In a Nature commentary accompanying the Strukov group's paper, Robert Legenstein, a theoretical computer scientist studying computational complexity and the brain at Graz University of Technology, offers further explanation.

"Nearly all contemporary computational devices are based on a design known as the von Neumann architecture," Legenstein writes. "The Achilles heel of this incredibly successful approach is the separation of computation and memory: although data are manipulated in the central processing unit, they are stored in a separate random-access memory. Any operation therefore involves the transfer of data between these components. Known as the von Neumann bottleneck, this renders the computation inefficient."

"An alternative model is offered by the architecture of the brain," he continues, "in which computation and memory are highly intermingled. The 'program'—which includes previously observed data and memories—is stored in the strengths of synaptic connections directly adjacent to the neuronal processing units."

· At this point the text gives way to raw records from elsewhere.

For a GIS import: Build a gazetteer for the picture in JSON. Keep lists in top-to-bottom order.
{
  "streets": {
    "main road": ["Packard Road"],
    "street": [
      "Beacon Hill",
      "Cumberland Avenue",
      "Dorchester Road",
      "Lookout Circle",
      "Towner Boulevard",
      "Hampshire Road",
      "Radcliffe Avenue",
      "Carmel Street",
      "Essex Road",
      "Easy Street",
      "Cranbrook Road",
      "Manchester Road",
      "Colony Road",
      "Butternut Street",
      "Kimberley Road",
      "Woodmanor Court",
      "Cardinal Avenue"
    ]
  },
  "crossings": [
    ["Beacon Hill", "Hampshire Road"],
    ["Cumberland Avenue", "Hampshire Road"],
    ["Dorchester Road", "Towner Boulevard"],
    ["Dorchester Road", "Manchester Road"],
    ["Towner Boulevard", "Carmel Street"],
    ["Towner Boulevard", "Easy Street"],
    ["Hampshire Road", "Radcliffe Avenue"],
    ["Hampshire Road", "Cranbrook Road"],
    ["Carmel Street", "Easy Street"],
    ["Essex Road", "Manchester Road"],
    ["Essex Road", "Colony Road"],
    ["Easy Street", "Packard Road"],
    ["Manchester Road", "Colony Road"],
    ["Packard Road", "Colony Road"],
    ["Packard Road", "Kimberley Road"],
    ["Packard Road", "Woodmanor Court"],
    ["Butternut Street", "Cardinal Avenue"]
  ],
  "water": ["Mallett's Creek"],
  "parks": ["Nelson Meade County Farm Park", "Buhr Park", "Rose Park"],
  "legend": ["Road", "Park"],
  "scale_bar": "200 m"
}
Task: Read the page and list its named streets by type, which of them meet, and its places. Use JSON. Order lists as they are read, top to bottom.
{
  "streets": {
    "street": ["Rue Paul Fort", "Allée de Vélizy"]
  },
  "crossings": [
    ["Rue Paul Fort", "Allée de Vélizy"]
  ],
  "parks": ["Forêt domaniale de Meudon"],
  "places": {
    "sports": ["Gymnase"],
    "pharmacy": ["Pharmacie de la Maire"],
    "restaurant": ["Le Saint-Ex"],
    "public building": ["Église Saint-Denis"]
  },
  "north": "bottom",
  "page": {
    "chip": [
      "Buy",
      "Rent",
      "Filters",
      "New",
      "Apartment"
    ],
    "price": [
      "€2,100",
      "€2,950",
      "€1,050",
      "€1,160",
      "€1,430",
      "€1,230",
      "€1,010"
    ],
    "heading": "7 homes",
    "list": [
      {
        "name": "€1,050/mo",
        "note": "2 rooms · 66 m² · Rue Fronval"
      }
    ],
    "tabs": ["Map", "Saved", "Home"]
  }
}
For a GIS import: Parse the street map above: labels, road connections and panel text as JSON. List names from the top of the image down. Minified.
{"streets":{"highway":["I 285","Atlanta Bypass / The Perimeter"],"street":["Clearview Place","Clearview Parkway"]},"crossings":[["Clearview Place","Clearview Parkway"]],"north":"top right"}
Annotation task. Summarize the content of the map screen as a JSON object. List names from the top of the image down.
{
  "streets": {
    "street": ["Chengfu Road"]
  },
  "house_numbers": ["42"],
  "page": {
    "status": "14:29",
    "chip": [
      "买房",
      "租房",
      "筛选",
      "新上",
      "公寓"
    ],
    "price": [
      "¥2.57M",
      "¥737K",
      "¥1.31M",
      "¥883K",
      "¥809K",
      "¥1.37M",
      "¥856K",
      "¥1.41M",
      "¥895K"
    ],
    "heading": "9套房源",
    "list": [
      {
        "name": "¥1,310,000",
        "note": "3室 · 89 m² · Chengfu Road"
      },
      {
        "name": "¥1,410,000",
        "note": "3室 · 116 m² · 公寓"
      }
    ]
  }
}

It turns out that memristors do an excellent job of mimicking these connections. Where algorithms based on conventional computer architectures struggle—visual tasks, speech recognition, and coordinating muscles and limbs, in particular—memristor-based networks should excel.

The next step, according to Strukov and his team, is integrating CrossNets with conventional semiconductors, which will allow the devices to do more varied and complex tasks. 100 neurons may not seem like much, but consider that it's already enough to accomplish a task (image recognition) that conventional AIs find prohibitively difficult. Imagine trying to manage a quadrillion more connections.

"In the future," Legenstein concludes, "laptops, mobile phones and robots could include ultra-low-power neuromorphic chips that process visual, auditory and other types of sensory information."